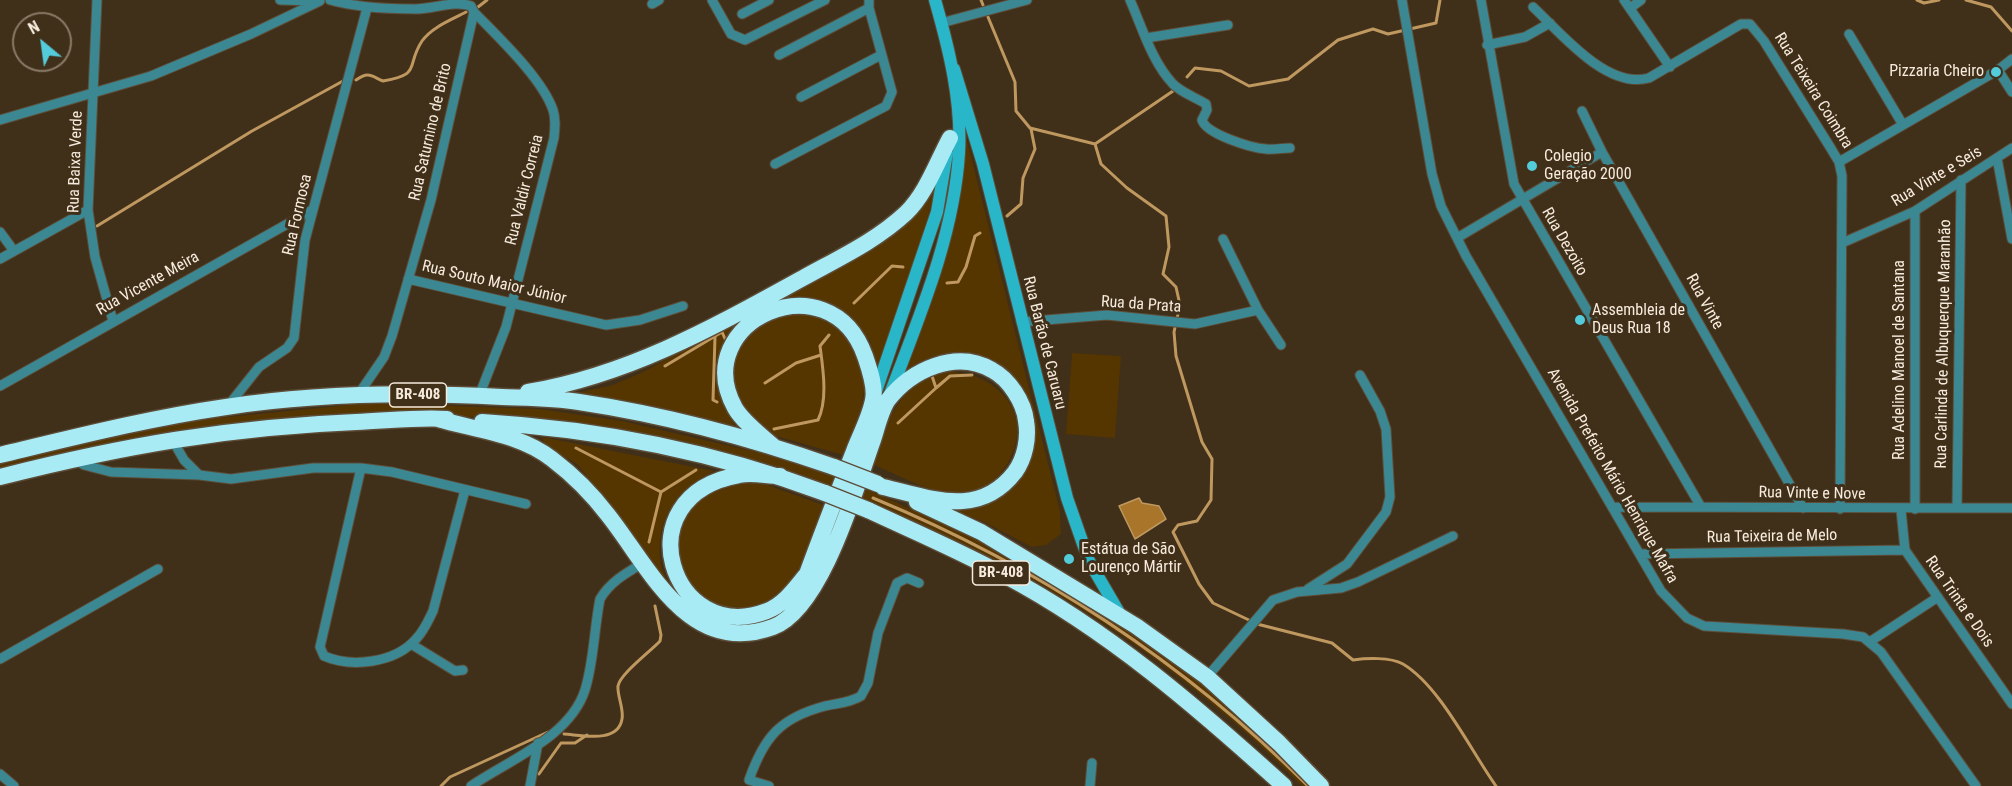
<!DOCTYPE html>
<meta charset="utf-8">
<style>
body{margin:0}
#map{position:relative;width:2012px;height:786px;overflow:hidden;background:#402f19;font-family:"Roboto Condensed",sans-serif}
canvas{display:block}
.north{position:absolute;left:12px;top:12px;width:60px;height:60px;box-sizing:border-box;background:#402f19;border:2px solid #897a67;border-radius:50%;rotate:331deg;font-size:16px;font-weight:700;line-height:24px;text-align:center;color:#f6ebdd}
.north::after{content:'';display:block;margin:auto;width:21px;height:27px;background:#53cbdb;clip-path:polygon(50% 0,100% 100%,50% 72%,0 100%)}
</style>
<div id="map">
<canvas width="2012" height="786"></canvas>
<div class="north">N</div>
</div>
<script>
const ctx = document.querySelector('canvas').getContext('2d');
ctx.lineJoin = 'round';
function fillPath(path, color) { ctx.fillStyle = color; ctx.fill(path, 'evenodd'); }
function trace(path, color, width, dash) { ctx.strokeStyle = color; ctx.lineWidth = width; ctx.lineCap = dash ? 'butt' : 'round'; ctx.setLineDash(dash || []); ctx.stroke(path); }
function label(font, color, halo, rows, align = 'center') {
  ctx.font = font + ' "Roboto Condensed",sans-serif'; ctx.lineWidth = 6; ctx.setLineDash([]); ctx.textBaseline = 'middle'; ctx.strokeStyle = halo; ctx.fillStyle = color; for (const [text, x, y, turn = 0] of rows) {
    ctx.save(); ctx.translate(x, y); ctx.rotate((+turn || 0) * Math.PI / 180); ctx.textAlign = isNaN(turn) ? turn : align; if (halo) ctx.strokeText(text, 0, 0); ctx.fillText(text, 0, 0); ctx.restore();
  }
}
fillPath(new Path2D(`
 M965 133 1060 511 1061 534 1046 545 1032 547 982 521 954 511C1016 502 1020 484 1031 428L992 367 923 364 902 372 959 209 964 175Z
 M939 176 920 246 877 368 870 341 851 318 823 301 794 298 739 326 719 360 717 388 728 414 739 432 567 395 613 385 643 372 876 248C903 227 925 208 939 176Z
 M782 313 825 315 853 342 865 383 861 410 843 455 765 433 749 419 731 388 734 356 750 330Z
 M1072 353 1121 356 1115 438 1066 434Z
 M947 372C995 371 1034 412 1010 459 1004 471 994 482 982 488 975 491 967 495 960 495 929 493 898 475 870 463 889 421 897 383 947 372Z
 M369 403 539 409 622 421 799 462 836 473 832 490 520 419 433 415H336L254 421 153 436 0 473V463L187 421Z
 M542 437 714 471C676 490 654 520 661 564 663 574 670 585 674 595L605 498 577 464 545 446Z
 M745 477 823 505C814 528 808 553 796 574 777 611 727 620 694 594 685 586 679 564 673 553L686 506Z
 M859 486 971 536 1078 595 1194 676 1314 786H1302C1215 698 1113 622 1004 564 956 539 905 518 855 496Z`), '#553500');
const water = new Path2D(`
 M1139 498 1142 503 1159 506 1166 519 1135 539 1119 506Z`);
fillPath(water, '#a8752b');
trace(water, '#bf9860', 1.5);
trace(new Path2D(`
 M981 0 983 5
 M1917 0 1924 3 1939 0
 M1966 0 1991 7 2012 31
 M478 7 487 0
 M988 17 1015 82 1016 111 1030 128 1095 144 1101 164 1127 188 1166 216 1169 247 1163 274 1176 287 1180 305 1174 332 1176 356 1202 442 1212 459 1211 500 1197 521 1178 525 1173 532 1199 584 1213 603 1251 621
 M1187 77 1195 68 1221 71 1249 86 1288 79 1338 40 1373 29 1388 34 1436 23 1440 0
 M356 80C369 71 371 76 383 81 423 74 405 67 422 41 432 27 451 20 466 12
 M1095 144 1173 91
 M1007 216 1021 204 1023 178 1035 149 1031 129
 M97 226 252 131 343 81
 M947 283 958 282 966 267 975 236 980 233
 M854 303 892 266 903 267
 M715 337 713 400 717 402
 M665 366 722 332 726 341
 M765 383 796 363 821 355
 M936 388 950 376 972 375
 M898 423 936 388 932 376
 M774 429 818 420C828 399 823 369 820 346L829 335
 M576 448 661 492
 M873 498C1037 566 1182 660 1308 786
 M649 542 661 492 696 470
 M1257 624 1332 643 1353 660C1367 658 1390 657 1403 664 1440 686 1471 751 1496 786
 M564 734C581 735 618 744 622 719 624 708 617 696 618 686 620 674 651 651 660 641L661 635 655 606
 M539 774 561 743H575L587 735
 M441 786 450 777 548 732`), '#bf9860', 3);
const street = new Path2D(`
 M97 0 88 210 95 257 113 321
 M280 0 317 1
 M330 0C358 8 387 9 415 9 433 9 455 0 471 6L474 12 431 200 392 336 384 357 358 395
 M712 0 731 34 745 40 825 0
 M1130 0C1142 27 1152 62 1173 84 1182 93 1195 97 1206 104L1207 110 1202 120C1206 134 1251 148 1266 149 1274 150 1283 148 1290 148
 M1402 0 1432 174 1441 206 1466 256 1661 591 1687 618 1704 626 1843 634 1863 637 1881 652 1976 786
 M1481 0 1514 184 1701 507
 M1624 0 1670 67
 M652 4 659 0
 M1533 7C1561 33 1607 90 1649 78L1741 24H1750L1764 41 1830 147 1839 162 1842 176 1840 509
 M1630 8 1641 0
 M474 12C498 37 542 78 553 110 556 119 555 128 554 138L506 327 479 396
 M742 14 769 0
 M941 23 1027 0
 M1849 34 1903 125
 M1146 38 1228 25
 M1487 45 1525 37 1550 23
 M779 55 869 8
 M1998 70 2012 92
 M801 97 881 55
 M1582 111 1602 152 1803 508
 M0 120 151 76 251 34 320 1
 M1997 158 2012 239
 M1839 162 1998 70 2012 59
 M775 164 886 106 892 92 869 8V0
 M1915 211V509
 M0 232 14 251
 M1457 238 1602 152
 M1223 239 1258 310 1281 345
 M1842 243 1915 211 2012 148
 M0 259 88 210
 M408 279 606 325 640 320 683 306
 M1021 322 1107 315 1195 324 1258 310
 M0 386 312 210
 M228 406 259 367 287 348 294 338 305 240 367 8
 M172 439 184 460 199 475
 M74 459 84 465 111 472 199 475 231 479 313 468H361L392 472 526 504
 M361 468 320 647 324 656C352 668 395 663 416 639 424 631 428 621 433 611L465 490
 M1612 507 2012 508
 M1957 508 1961 180
 M1901 510 1905 550 2012 704
 M1640 554 1905 550
 M1308 589 1347 564 1386 512 1390 497 1386 429 1380 411 1360 375
 M1871 641 1938 597
 M411 644 455 671 463 670
 M0 659 158 569
 M1207 677 1273 600 1297 592 1341 588 1358 582 1453 536
 M0 774 14 786
 M471 786C509 760 570 737 585 690 594 661 594 629 600 599 610 582 626 573 643 563
 M530 786 538 743
 M769 786 749 780C764 737 780 718 825 706 838 703 850 703 861 696L868 683 878 633 897 583 907 578 919 583
 M1090 786 1092 763`);
const secondary = new Path2D(`
 M954 69 983 164 1067 498 1089 561 1121 616
 M875 394 937 212 947 153
 M890 394C919 317 954 236 959 153 962 101 949 49 935 0`);
const highway = new Path2D(`
 M528 392C629 375 714 327 803 278 839 258 876 241 906 213 926 194 937 162 950 138
 M438 419C476 430 520 434 552 459 573 475 592 494 608 515 650 568 689 658 773 627 822 609 856 487 873 440 877 428 881 410 888 400 911 370 956 349 992 370 1009 379 1024 402 1026 421 1029 438 1025 458 1015 472 979 519 931 498 883 487
 M482 422C600 429 715 452 825 493
 M773 446C761 435 743 422 735 408 687 321 830 257 865 356 869 368 876 387 873 400 870 417 860 435 854 451 838 492 822 533 807 574 796 587 784 605 767 611 672 648 621 496 739 475 752 472 767 476 780 476
 M0 455C75 437 150 418 226 407 317 393 411 392 502 397 528 398 554 398 579 402 666 415 751 438 834 467
 M0 477C122 446 230 427 356 422 386 421 417 417 447 419
 M917 502 981 532 1136 626 1207 677 1279 743 1321 786
 M868 510C913 531 960 551 1004 575 1108 630 1198 708 1284 786`);
trace(street, '#5d4d38', 11);
trace(secondary, '#5d4d38', 14);
trace(highway, '#5d4d38', 19);
trace(street, '#3b8792', 9);
trace(secondary, '#28b6c8', 12);
trace(highway, '#a9ebf5', 16);
const highwayBridge = new Path2D(`
 M834 467 878 484
 M825 493 868 510`);
trace(highwayBridge, '#5d4d38', 19, []);
trace(highwayBridge, '#a9ebf5', 16);
for (const [x, y, r, color] of [
 [1996,72,6,"#53cbdb"],
 [1532,166,6,"#53cbdb"],
 [1580,320,6,"#53cbdb"],
 [1069,559,6,"#53cbdb"]
]) { const dot = new Path2D(); dot.arc(x, y, r, 0, 2 * Math.PI); ctx.fillStyle = color; ctx.fill(dot); trace(dot, '#402f19', 2); }
for (const [x, y, w] of [
 [418,395,57],
 [1001,573,57]
]) { const box = new Path2D(); box.roundRect(x - w / 2, y - 12, w, 24, 4.5); ctx.fillStyle = '#402f19'; ctx.fill(box); trace(box, '#f6ebdd', 1.5); }
label('bold 15px', '#f6ebdd', null, [
 ["BR-408",418,395],
 ["BR-408",1001,573]
]);
label('16px', '#f6ebdd', '#402f19', [
 ["Pizzaria Cheiro",1984,72,"right"],
 ["Colegio",1544,157],
 ["Geração 2000",1544,175],
 ["Assembleia de",1592,311],
 ["Deus Rua 18",1592,329],
 ["Estátua de São",1081,550],
 ["Lourenço Mártir",1081,568]
], 'left');
label('16px', '#f6ebdd', '#402f19', [
 ["Rua Teixeira Coimbra",1813,91,58],
 ["Rua Saturnino de Brito",431,132,-77],
 ["Rua Baixa Verde",76,162,-88],
 ["Rua Vinte e Seis",1937,177,-31],
 ["Rua Valdir Correia",525,190,-76],
 ["Rua Formosa",298,215,-77],
 ["Rua Dezoito",1564,242,60],
 ["Rua Souto Maior Júnior",494,283,13],
 ["Rua Vicente Meira",148,284,-29],
 ["Rua Vinte",1704,302,61],
 ["Rua da Prata",1141,305,4],
 ["Rua Barão de Caruaru",1044,343,76],
 ["Rua Carlinda de Albuquerque Maranhão",1944,344,-89],
 ["Rua Adelino Manoel de Santana",1900,360,-90],
 ["Avenida Prefeito Mário Henrique Mafra",1612,476,60],
 ["Rua Vinte e Nove",1812,494,1],
 ["Rua Teixeira de Melo",1772,537,-1],
 ["Rua Trinta e Dois",1959,602,55]
]);
</script>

■ ■ ■ ■

Exercise objective: Look above for the line with "M712 0 731 34 745 40 825 0" and the line with "M0 659 158 569", and reproduce exactly those two lines plus every line between, nothing more.

The answer:
 M712 0 731 34 745 40 825 0
 M1130 0C1142 27 1152 62 1173 84 1182 93 1195 97 1206 104L1207 110 1202 120C1206 134 1251 148 1266 149 1274 150 1283 148 1290 148
 M1402 0 1432 174 1441 206 1466 256 1661 591 1687 618 1704 626 1843 634 1863 637 1881 652 1976 786
 M1481 0 1514 184 1701 507
 M1624 0 1670 67
 M652 4 659 0
 M1533 7C1561 33 1607 90 1649 78L1741 24H1750L1764 41 1830 147 1839 162 1842 176 1840 509
 M1630 8 1641 0
 M474 12C498 37 542 78 553 110 556 119 555 128 554 138L506 327 479 396
 M742 14 769 0
 M941 23 1027 0
 M1849 34 1903 125
 M1146 38 1228 25
 M1487 45 1525 37 1550 23
 M779 55 869 8
 M1998 70 2012 92
 M801 97 881 55
 M1582 111 1602 152 1803 508
 M0 120 151 76 251 34 320 1
 M1997 158 2012 239
 M1839 162 1998 70 2012 59
 M775 164 886 106 892 92 869 8V0
 M1915 211V509
 M0 232 14 251
 M1457 238 1602 152
 M1223 239 1258 310 1281 345
 M1842 243 1915 211 2012 148
 M0 259 88 210
 M408 279 606 325 640 320 683 306
 M1021 322 1107 315 1195 324 1258 310
 M0 386 312 210
 M228 406 259 367 287 348 294 338 305 240 367 8
 M172 439 184 460 199 475
 M74 459 84 465 111 472 199 475 231 479 313 468H361L392 472 526 504
 M361 468 320 647 324 656C352 668 395 663 416 639 424 631 428 621 433 611L465 490
 M1612 507 2012 508
 M1957 508 1961 180
 M1901 510 1905 550 2012 704
 M1640 554 1905 550
 M1308 589 1347 564 1386 512 1390 497 1386 429 1380 411 1360 375
 M1871 641 1938 597
 M411 644 455 671 463 670
 M0 659 158 569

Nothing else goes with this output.